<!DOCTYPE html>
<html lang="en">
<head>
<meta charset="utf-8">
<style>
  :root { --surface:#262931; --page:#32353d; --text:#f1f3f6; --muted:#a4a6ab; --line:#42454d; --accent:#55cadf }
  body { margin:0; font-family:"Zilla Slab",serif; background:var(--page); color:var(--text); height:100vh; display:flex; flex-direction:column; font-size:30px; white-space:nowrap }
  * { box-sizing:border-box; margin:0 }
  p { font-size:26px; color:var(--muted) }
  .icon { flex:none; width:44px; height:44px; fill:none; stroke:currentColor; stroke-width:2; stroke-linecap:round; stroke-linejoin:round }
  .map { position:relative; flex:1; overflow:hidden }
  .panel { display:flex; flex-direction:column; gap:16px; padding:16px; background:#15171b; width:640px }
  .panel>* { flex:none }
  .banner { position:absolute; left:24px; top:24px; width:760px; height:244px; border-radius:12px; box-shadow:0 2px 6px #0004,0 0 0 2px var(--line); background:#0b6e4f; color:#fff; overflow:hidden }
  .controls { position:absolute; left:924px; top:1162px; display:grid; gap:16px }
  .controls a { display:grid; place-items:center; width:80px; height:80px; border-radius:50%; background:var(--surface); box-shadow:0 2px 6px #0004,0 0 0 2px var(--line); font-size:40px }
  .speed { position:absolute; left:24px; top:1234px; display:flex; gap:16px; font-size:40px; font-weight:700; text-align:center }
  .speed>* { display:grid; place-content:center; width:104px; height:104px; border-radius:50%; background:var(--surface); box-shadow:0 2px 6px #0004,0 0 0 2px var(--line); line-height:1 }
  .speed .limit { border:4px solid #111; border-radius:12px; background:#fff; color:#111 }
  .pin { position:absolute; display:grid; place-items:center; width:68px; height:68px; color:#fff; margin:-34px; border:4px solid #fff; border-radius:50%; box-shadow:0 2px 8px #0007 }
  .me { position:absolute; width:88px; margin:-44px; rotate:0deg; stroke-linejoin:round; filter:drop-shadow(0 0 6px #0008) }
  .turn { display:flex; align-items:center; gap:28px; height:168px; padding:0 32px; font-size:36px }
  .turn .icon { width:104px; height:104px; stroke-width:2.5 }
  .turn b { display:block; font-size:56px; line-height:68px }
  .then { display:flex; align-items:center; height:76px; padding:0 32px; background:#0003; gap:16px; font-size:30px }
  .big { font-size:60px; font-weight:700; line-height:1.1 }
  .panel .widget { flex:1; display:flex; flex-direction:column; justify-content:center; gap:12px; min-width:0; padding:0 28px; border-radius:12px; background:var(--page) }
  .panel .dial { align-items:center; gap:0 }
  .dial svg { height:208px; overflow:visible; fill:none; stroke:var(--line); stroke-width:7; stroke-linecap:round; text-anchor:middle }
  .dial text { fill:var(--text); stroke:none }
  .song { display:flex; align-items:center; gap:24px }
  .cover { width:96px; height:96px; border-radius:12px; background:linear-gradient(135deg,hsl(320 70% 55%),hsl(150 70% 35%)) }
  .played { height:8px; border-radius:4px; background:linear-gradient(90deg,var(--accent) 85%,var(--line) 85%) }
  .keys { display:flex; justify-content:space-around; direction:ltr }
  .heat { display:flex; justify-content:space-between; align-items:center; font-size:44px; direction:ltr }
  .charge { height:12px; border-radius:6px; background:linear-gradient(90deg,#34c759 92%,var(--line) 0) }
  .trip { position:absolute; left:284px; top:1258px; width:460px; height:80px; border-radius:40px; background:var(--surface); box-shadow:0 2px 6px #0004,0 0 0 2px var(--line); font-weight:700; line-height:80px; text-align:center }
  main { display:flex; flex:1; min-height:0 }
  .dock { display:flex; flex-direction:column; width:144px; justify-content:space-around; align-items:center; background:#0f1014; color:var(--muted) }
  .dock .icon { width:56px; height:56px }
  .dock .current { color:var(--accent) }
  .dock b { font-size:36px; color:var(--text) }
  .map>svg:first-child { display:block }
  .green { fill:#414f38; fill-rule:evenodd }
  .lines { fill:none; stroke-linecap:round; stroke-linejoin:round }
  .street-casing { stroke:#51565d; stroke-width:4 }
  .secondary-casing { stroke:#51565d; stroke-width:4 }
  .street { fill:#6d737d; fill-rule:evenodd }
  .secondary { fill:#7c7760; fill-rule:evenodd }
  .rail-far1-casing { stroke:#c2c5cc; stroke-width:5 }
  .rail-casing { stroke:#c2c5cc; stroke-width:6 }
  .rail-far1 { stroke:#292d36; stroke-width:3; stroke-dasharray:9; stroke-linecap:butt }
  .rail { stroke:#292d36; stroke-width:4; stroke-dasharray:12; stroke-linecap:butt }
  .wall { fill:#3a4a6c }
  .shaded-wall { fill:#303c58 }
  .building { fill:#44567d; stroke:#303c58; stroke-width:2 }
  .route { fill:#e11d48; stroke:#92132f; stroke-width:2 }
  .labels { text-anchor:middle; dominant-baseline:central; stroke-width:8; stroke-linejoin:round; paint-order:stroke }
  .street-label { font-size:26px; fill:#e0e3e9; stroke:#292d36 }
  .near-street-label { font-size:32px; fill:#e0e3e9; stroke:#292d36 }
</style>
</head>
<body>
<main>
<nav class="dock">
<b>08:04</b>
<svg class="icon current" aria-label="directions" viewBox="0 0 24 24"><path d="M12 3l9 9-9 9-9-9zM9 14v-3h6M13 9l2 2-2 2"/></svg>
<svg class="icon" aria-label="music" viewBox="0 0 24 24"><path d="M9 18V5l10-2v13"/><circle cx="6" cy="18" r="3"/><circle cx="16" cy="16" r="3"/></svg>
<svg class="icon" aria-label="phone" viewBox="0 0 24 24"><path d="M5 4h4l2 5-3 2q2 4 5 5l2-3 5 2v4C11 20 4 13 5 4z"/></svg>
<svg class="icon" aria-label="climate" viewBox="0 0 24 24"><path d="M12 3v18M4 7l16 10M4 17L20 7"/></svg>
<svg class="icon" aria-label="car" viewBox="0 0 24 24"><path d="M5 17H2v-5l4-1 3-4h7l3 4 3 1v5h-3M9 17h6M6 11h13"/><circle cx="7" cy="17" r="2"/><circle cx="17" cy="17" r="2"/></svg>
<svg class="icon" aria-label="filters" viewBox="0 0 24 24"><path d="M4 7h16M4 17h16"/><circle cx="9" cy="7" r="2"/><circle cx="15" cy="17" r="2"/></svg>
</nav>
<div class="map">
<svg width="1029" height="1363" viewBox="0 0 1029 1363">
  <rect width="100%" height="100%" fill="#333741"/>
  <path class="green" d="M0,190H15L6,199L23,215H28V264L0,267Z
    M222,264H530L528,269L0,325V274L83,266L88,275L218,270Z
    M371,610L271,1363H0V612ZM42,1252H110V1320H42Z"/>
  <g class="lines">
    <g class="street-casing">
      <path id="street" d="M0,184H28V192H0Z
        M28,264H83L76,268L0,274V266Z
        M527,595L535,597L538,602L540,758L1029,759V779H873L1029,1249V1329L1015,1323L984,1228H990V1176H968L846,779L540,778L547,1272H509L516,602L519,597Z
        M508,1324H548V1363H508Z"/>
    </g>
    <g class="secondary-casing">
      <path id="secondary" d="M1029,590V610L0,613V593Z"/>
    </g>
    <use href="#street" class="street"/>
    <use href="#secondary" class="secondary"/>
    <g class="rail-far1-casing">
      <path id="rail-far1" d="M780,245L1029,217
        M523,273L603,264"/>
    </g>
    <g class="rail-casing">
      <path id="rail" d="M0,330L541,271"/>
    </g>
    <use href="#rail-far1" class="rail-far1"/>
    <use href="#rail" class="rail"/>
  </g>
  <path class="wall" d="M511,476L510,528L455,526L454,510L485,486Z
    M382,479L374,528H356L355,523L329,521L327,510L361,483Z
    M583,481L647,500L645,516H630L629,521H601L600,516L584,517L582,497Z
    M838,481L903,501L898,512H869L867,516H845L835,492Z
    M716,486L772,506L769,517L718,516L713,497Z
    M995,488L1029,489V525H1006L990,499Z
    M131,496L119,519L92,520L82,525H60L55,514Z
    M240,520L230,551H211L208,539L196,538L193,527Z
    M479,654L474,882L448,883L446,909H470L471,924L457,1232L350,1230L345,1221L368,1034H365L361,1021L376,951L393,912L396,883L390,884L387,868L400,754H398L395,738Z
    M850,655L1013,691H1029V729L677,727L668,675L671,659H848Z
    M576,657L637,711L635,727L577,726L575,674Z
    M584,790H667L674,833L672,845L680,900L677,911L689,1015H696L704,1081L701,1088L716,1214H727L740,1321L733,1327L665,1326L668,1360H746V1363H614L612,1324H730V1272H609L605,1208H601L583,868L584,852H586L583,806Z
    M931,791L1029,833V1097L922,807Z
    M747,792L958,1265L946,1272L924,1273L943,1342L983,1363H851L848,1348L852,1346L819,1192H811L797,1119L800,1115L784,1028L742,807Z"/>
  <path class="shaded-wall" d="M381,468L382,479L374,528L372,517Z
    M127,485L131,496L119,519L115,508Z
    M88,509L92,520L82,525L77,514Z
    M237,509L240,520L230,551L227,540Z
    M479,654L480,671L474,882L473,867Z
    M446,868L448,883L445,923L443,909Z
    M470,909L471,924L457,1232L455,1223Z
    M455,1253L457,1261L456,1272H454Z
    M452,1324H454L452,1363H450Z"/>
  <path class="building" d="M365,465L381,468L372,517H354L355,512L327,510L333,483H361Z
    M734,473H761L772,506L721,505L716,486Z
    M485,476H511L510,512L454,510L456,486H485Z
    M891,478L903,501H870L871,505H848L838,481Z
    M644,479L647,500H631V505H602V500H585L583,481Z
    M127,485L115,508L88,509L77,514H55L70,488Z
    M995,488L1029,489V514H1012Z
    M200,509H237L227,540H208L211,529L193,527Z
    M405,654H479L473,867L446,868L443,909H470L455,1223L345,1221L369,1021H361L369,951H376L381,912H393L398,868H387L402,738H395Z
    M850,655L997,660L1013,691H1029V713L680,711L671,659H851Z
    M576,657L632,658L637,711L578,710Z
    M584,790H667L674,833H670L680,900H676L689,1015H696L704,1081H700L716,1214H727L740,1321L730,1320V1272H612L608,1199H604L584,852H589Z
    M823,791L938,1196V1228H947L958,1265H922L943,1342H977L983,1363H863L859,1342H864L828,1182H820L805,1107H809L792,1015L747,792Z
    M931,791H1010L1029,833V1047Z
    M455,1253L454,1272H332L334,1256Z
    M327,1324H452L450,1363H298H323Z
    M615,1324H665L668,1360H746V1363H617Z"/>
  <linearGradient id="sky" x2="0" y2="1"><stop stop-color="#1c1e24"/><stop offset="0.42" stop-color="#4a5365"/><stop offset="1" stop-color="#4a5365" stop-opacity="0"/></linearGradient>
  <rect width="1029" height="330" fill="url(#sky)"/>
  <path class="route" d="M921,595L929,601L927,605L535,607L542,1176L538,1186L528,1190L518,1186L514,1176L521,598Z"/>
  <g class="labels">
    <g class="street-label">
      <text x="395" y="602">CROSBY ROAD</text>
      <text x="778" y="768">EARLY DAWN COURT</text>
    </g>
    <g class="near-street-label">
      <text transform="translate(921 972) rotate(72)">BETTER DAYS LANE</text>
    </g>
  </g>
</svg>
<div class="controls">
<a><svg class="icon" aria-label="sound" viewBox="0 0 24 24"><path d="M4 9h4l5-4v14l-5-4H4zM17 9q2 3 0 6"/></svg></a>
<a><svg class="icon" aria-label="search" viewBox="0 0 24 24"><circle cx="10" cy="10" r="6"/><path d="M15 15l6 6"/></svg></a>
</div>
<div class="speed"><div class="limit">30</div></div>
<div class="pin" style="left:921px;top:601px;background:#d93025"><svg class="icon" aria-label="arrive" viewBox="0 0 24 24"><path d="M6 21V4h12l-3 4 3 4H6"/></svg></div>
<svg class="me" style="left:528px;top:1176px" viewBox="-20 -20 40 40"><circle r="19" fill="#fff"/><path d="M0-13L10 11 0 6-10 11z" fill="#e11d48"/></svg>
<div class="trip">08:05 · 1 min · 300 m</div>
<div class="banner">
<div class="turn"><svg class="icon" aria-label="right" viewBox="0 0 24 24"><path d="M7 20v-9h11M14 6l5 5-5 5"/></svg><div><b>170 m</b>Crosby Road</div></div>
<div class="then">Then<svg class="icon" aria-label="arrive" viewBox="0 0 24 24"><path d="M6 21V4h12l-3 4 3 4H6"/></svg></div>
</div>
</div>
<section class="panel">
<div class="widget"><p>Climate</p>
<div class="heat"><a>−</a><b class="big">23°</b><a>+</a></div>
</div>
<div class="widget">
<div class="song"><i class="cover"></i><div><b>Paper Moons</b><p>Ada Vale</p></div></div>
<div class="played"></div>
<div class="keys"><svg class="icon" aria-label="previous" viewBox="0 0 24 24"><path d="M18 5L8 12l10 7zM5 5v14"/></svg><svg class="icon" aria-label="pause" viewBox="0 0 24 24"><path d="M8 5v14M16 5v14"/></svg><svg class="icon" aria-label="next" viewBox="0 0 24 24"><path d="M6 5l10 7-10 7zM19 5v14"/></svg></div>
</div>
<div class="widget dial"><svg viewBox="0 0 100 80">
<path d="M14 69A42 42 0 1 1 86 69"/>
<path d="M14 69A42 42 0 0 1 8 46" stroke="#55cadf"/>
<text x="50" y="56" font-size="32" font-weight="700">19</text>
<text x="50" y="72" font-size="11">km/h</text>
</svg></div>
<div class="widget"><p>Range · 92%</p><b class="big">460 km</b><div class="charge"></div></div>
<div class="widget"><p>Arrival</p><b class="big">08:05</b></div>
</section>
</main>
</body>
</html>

### Required action
Could you output, exactly and with nothing else, the lines from the start of the records through the line containing "position:absolute; left:24px; top:1234px;"?

### Completed task
<!DOCTYPE html>
<html lang="en">
<head>
<meta charset="utf-8">
<style>
  :root { --surface:#262931; --page:#32353d; --text:#f1f3f6; --muted:#a4a6ab; --line:#42454d; --accent:#55cadf }
  body { margin:0; font-family:"Zilla Slab",serif; background:var(--page); color:var(--text); height:100vh; display:flex; flex-direction:column; font-size:30px; white-space:nowrap }
  * { box-sizing:border-box; margin:0 }
  p { font-size:26px; color:var(--muted) }
  .icon { flex:none; width:44px; height:44px; fill:none; stroke:currentColor; stroke-width:2; stroke-linecap:round; stroke-linejoin:round }
  .map { position:relative; flex:1; overflow:hidden }
  .panel { display:flex; flex-direction:column; gap:16px; padding:16px; background:#15171b; width:640px }
  .panel>* { flex:none }
  .banner { position:absolute; left:24px; top:24px; width:760px; height:244px; border-radius:12px; box-shadow:0 2px 6px #0004,0 0 0 2px var(--line); background:#0b6e4f; color:#fff; overflow:hidden }
  .controls { position:absolute; left:924px; top:1162px; display:grid; gap:16px }
  .controls a { display:grid; place-items:center; width:80px; height:80px; border-radius:50%; background:var(--surface); box-shadow:0 2px 6px #0004,0 0 0 2px var(--line); font-size:40px }
  .speed { position:absolute; left:24px; top:1234px; display:flex; gap:16px; font-size:40px; font-weight:700; text-align:center }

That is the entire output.